[Extracted material — start]

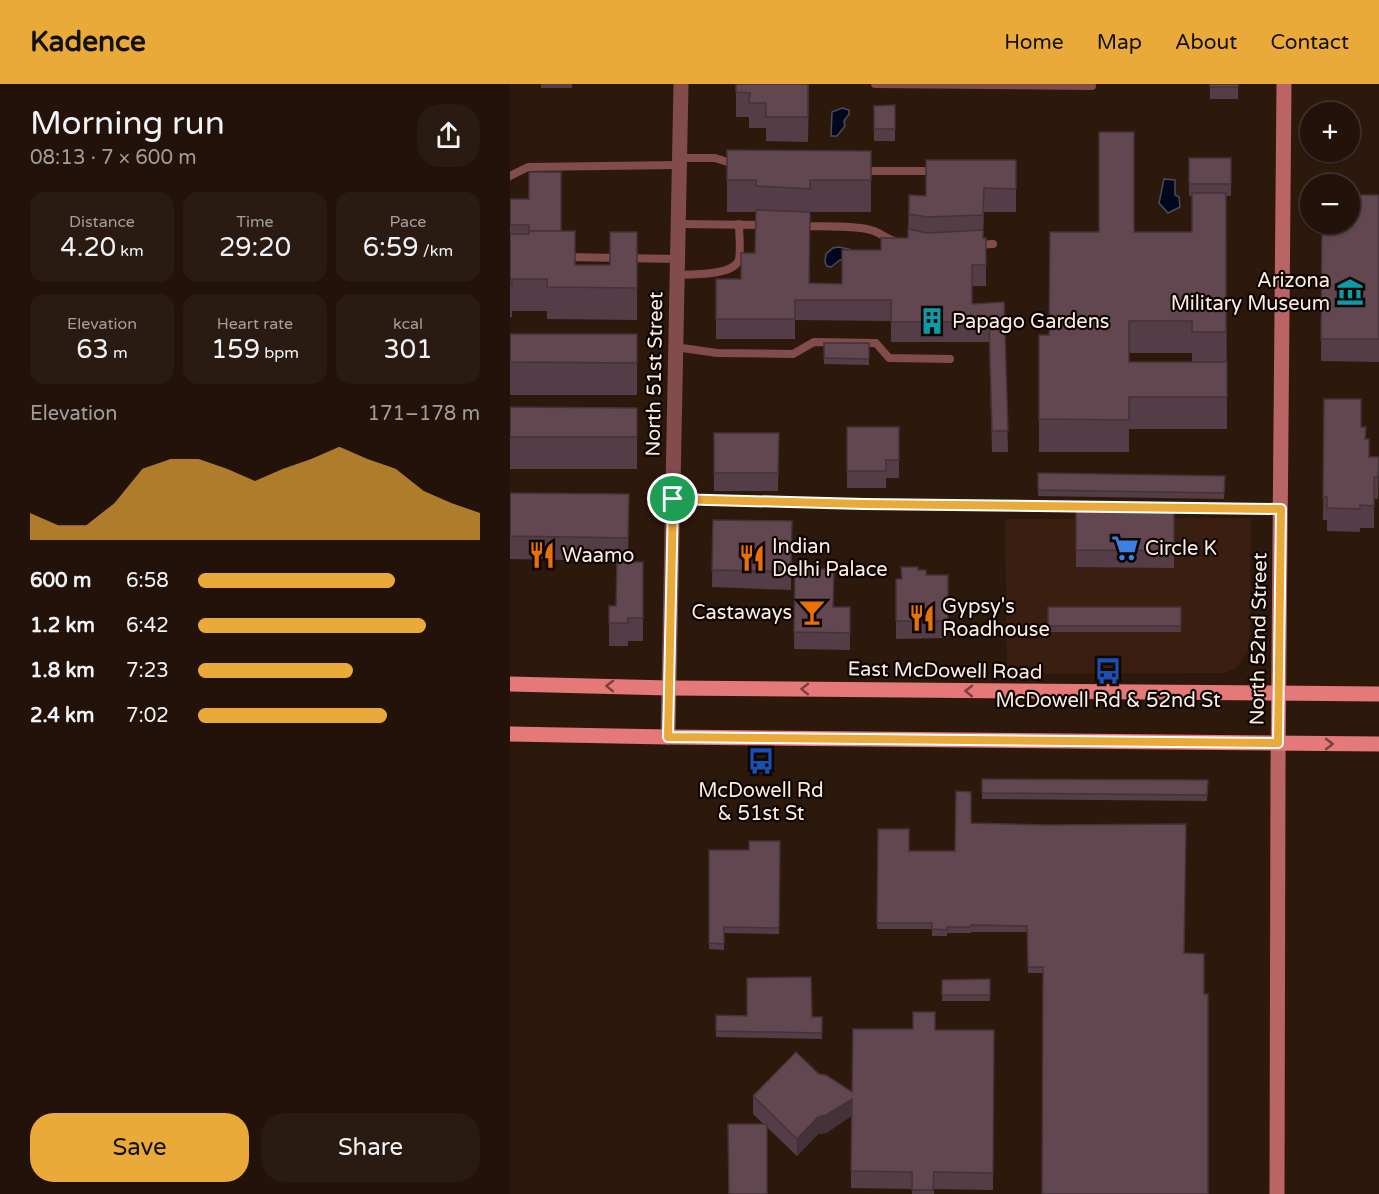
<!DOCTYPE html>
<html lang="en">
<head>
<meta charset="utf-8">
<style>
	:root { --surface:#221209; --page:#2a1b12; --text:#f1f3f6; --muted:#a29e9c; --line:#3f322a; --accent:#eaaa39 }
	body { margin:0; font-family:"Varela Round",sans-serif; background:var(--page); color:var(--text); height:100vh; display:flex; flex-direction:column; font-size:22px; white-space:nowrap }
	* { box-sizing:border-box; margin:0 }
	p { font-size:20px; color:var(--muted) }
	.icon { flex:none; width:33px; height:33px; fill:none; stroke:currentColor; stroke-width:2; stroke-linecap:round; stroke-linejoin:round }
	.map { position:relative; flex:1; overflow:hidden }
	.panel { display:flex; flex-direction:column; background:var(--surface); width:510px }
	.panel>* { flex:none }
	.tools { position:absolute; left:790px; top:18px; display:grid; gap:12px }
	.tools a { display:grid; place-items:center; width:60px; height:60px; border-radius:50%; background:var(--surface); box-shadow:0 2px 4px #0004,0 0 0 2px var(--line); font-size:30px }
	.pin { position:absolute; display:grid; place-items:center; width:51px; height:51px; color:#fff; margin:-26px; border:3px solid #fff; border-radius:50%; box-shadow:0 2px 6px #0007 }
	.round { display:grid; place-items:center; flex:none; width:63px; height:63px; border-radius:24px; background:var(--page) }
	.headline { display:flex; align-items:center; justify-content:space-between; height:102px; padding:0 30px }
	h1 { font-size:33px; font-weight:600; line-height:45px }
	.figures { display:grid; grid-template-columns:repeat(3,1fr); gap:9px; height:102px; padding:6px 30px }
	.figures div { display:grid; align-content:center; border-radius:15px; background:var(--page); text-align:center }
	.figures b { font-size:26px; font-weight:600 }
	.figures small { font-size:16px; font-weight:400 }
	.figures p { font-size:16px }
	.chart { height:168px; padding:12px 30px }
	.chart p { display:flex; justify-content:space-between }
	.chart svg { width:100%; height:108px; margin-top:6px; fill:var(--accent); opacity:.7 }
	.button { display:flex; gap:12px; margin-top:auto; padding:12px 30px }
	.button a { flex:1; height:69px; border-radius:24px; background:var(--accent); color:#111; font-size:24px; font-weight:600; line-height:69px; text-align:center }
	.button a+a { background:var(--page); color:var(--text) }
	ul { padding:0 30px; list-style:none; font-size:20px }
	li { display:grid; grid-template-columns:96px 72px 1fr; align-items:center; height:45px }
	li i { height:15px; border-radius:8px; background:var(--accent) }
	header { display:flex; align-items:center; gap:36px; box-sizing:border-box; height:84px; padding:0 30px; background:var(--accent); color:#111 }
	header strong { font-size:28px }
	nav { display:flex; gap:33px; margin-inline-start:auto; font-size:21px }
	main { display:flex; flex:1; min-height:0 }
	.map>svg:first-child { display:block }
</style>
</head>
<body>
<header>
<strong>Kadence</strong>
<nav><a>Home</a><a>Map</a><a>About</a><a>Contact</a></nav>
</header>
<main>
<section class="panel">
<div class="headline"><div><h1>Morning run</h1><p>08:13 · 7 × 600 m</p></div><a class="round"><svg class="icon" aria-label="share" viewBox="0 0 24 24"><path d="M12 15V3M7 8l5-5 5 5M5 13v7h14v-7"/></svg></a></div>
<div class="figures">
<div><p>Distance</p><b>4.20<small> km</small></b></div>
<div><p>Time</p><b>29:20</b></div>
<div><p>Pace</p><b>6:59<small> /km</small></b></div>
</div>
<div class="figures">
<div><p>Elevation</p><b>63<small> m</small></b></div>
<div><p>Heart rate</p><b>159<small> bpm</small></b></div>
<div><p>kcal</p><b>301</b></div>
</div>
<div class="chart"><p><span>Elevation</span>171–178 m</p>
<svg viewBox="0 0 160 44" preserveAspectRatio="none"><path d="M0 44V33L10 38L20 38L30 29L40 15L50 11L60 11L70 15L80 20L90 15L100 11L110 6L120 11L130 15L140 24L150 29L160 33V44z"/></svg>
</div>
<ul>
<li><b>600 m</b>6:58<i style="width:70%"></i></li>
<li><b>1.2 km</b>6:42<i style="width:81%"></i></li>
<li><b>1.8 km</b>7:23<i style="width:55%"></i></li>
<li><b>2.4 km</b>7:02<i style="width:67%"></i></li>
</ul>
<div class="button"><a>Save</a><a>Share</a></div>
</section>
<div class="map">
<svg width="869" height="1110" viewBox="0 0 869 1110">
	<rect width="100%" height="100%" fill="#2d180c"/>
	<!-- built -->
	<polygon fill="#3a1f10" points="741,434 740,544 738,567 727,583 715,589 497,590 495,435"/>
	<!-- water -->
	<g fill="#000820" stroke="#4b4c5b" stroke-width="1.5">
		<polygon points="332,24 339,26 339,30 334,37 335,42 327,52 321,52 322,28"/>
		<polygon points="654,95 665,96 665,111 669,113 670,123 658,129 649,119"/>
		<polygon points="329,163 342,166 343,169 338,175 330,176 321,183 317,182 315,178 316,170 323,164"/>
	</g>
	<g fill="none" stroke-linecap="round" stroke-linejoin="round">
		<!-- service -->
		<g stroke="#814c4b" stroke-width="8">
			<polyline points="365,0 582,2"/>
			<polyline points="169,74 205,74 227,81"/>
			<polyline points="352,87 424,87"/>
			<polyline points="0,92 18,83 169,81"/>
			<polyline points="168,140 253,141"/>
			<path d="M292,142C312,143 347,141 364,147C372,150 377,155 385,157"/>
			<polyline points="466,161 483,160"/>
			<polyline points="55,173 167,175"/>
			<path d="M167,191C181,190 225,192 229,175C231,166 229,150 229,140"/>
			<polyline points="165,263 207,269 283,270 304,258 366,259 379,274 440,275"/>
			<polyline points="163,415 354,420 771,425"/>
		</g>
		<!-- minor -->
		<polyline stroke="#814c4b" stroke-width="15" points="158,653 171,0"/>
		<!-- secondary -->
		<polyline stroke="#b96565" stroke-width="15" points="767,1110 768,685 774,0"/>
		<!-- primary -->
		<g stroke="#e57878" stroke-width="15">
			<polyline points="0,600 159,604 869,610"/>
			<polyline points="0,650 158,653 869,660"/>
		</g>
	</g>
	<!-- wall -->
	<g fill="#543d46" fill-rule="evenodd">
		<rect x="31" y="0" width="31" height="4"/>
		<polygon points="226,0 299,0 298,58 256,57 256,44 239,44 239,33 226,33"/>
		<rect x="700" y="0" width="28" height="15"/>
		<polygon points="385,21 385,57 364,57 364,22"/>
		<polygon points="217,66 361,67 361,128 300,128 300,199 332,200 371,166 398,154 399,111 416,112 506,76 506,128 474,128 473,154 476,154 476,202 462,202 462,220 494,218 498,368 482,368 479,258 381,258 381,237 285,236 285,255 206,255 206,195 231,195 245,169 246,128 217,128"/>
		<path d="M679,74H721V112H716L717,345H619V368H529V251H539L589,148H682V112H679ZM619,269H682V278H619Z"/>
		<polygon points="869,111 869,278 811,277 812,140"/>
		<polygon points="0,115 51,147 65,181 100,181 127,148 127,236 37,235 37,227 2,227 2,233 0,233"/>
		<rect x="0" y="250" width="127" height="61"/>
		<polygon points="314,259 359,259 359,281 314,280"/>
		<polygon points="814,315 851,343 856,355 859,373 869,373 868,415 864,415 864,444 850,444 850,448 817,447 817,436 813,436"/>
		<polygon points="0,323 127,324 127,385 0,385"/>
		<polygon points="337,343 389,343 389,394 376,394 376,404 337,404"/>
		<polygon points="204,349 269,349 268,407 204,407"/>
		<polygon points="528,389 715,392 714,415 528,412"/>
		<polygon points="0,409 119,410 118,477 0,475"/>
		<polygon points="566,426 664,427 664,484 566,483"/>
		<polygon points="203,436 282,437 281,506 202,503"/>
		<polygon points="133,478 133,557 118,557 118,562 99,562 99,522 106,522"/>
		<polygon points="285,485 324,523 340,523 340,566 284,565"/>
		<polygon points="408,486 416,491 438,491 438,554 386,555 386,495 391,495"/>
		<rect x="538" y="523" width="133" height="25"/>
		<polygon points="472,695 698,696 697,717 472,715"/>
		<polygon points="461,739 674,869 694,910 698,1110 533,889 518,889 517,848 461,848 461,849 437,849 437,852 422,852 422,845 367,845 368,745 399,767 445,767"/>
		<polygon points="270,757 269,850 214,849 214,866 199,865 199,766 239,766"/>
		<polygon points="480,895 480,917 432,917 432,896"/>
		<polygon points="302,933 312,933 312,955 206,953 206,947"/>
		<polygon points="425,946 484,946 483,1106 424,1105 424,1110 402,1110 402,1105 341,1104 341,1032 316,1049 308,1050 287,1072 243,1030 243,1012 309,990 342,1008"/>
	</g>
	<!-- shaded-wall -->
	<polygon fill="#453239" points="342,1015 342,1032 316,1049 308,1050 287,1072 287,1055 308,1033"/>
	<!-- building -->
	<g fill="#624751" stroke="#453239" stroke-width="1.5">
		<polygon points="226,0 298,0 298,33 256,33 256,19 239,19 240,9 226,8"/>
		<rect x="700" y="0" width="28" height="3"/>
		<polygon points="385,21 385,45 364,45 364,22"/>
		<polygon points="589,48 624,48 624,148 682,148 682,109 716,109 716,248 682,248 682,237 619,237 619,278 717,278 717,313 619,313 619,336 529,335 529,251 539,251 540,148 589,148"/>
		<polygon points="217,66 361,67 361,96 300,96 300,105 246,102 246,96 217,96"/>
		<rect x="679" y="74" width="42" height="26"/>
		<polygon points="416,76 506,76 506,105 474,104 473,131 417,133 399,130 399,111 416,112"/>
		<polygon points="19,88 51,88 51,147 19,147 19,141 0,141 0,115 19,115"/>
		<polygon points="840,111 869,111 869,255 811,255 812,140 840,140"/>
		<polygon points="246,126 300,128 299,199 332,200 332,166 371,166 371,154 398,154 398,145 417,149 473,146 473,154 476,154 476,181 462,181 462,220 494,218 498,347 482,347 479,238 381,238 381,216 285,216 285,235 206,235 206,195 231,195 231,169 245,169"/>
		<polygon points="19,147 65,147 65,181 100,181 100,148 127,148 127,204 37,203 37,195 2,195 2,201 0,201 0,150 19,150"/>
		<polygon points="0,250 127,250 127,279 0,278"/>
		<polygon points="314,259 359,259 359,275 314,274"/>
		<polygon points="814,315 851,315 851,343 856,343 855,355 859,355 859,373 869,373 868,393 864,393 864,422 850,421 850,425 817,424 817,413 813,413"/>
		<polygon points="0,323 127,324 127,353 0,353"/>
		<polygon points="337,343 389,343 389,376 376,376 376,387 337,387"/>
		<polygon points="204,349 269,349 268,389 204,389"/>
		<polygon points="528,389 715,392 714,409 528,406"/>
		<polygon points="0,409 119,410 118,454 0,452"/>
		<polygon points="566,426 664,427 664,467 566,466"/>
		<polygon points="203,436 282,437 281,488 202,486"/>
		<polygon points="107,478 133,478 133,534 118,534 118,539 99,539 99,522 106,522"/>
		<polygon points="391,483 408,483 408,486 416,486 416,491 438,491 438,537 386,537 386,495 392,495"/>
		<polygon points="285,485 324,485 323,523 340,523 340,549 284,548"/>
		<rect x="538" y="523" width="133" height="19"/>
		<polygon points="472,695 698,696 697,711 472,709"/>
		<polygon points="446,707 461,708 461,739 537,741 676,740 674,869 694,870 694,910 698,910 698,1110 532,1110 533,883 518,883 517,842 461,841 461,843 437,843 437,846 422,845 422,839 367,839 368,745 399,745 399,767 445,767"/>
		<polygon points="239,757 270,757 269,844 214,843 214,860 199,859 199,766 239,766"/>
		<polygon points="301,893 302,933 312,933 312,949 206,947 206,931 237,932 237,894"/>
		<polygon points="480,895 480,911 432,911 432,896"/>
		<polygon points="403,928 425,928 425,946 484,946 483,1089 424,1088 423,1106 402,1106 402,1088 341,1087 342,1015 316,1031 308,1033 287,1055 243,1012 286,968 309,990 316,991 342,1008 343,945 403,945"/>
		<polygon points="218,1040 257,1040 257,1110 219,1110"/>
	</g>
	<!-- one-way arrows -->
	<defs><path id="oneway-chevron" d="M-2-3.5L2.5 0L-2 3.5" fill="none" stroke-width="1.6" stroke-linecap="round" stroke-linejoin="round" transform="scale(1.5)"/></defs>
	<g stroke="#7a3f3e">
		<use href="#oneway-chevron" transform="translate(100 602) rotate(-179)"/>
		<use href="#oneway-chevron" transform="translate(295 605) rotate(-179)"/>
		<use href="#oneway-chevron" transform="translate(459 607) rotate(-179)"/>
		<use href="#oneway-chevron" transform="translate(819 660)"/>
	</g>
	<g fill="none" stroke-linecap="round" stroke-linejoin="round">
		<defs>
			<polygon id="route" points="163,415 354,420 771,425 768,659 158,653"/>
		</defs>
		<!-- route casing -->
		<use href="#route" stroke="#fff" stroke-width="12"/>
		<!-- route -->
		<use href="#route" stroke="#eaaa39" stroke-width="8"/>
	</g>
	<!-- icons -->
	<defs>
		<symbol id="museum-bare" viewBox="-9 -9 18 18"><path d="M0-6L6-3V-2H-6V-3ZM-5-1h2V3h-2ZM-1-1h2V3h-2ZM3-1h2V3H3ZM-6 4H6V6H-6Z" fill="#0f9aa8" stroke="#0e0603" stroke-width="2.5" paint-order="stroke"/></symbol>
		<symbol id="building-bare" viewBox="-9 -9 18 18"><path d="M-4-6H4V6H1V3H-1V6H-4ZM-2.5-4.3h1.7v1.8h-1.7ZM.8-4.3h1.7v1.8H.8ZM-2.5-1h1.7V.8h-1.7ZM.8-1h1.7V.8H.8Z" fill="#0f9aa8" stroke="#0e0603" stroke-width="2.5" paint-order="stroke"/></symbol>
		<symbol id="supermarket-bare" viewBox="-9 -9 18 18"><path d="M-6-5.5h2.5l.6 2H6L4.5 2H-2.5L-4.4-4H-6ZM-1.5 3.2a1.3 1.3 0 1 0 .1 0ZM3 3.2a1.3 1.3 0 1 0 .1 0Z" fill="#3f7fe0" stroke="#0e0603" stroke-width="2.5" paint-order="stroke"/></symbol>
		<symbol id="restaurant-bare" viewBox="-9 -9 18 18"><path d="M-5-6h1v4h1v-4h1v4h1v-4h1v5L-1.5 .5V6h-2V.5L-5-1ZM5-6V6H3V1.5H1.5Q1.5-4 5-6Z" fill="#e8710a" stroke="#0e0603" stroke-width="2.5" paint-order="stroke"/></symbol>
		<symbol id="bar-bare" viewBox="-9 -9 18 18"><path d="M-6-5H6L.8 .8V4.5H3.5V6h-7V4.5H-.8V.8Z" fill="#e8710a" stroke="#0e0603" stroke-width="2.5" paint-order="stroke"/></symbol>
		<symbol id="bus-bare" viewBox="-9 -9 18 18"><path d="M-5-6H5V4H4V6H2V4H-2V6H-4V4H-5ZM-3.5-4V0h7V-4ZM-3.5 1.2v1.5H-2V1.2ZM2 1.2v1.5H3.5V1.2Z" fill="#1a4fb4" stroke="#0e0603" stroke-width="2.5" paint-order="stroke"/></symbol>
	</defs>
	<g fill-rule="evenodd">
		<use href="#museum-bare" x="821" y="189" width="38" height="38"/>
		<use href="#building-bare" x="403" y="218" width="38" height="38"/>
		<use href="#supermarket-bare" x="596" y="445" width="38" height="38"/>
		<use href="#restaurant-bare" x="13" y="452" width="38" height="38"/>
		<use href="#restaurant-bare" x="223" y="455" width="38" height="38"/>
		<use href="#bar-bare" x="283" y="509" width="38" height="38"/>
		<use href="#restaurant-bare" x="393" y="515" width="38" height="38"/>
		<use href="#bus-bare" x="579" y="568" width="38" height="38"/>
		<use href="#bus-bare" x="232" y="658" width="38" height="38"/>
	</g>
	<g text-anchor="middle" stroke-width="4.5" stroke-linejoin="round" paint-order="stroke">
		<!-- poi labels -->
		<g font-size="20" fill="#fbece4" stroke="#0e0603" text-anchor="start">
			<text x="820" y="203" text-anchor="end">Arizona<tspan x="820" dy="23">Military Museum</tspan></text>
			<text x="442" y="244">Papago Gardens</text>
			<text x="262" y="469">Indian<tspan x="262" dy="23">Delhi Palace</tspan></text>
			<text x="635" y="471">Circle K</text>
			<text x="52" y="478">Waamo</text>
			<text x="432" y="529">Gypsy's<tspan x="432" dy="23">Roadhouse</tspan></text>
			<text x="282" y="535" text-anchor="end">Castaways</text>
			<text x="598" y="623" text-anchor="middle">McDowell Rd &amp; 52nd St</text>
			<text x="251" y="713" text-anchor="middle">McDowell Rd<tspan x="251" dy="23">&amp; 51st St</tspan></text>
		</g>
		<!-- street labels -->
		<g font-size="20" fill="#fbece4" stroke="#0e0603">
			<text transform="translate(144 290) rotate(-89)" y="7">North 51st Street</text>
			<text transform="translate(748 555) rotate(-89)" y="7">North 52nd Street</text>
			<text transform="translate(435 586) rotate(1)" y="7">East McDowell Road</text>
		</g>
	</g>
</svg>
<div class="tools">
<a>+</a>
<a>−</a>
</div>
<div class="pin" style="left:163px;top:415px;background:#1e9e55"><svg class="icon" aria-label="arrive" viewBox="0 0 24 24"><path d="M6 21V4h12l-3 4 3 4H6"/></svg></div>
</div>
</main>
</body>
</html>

[Extracted material — finish]

▶ Exercise description
Copy every line in the records above that contains the word "position".

▶ Task response
	.map { position:relative; flex:1; overflow:hidden }
	.tools { position:absolute; left:790px; top:18px; display:grid; gap:12px }
	.pin { position:absolute; display:grid; place-items:center; width:51px; height:51px; color:#fff; margin:-26px; border:3px solid #fff; border-radius:50%; box-shadow:0 2px 6px #0007 }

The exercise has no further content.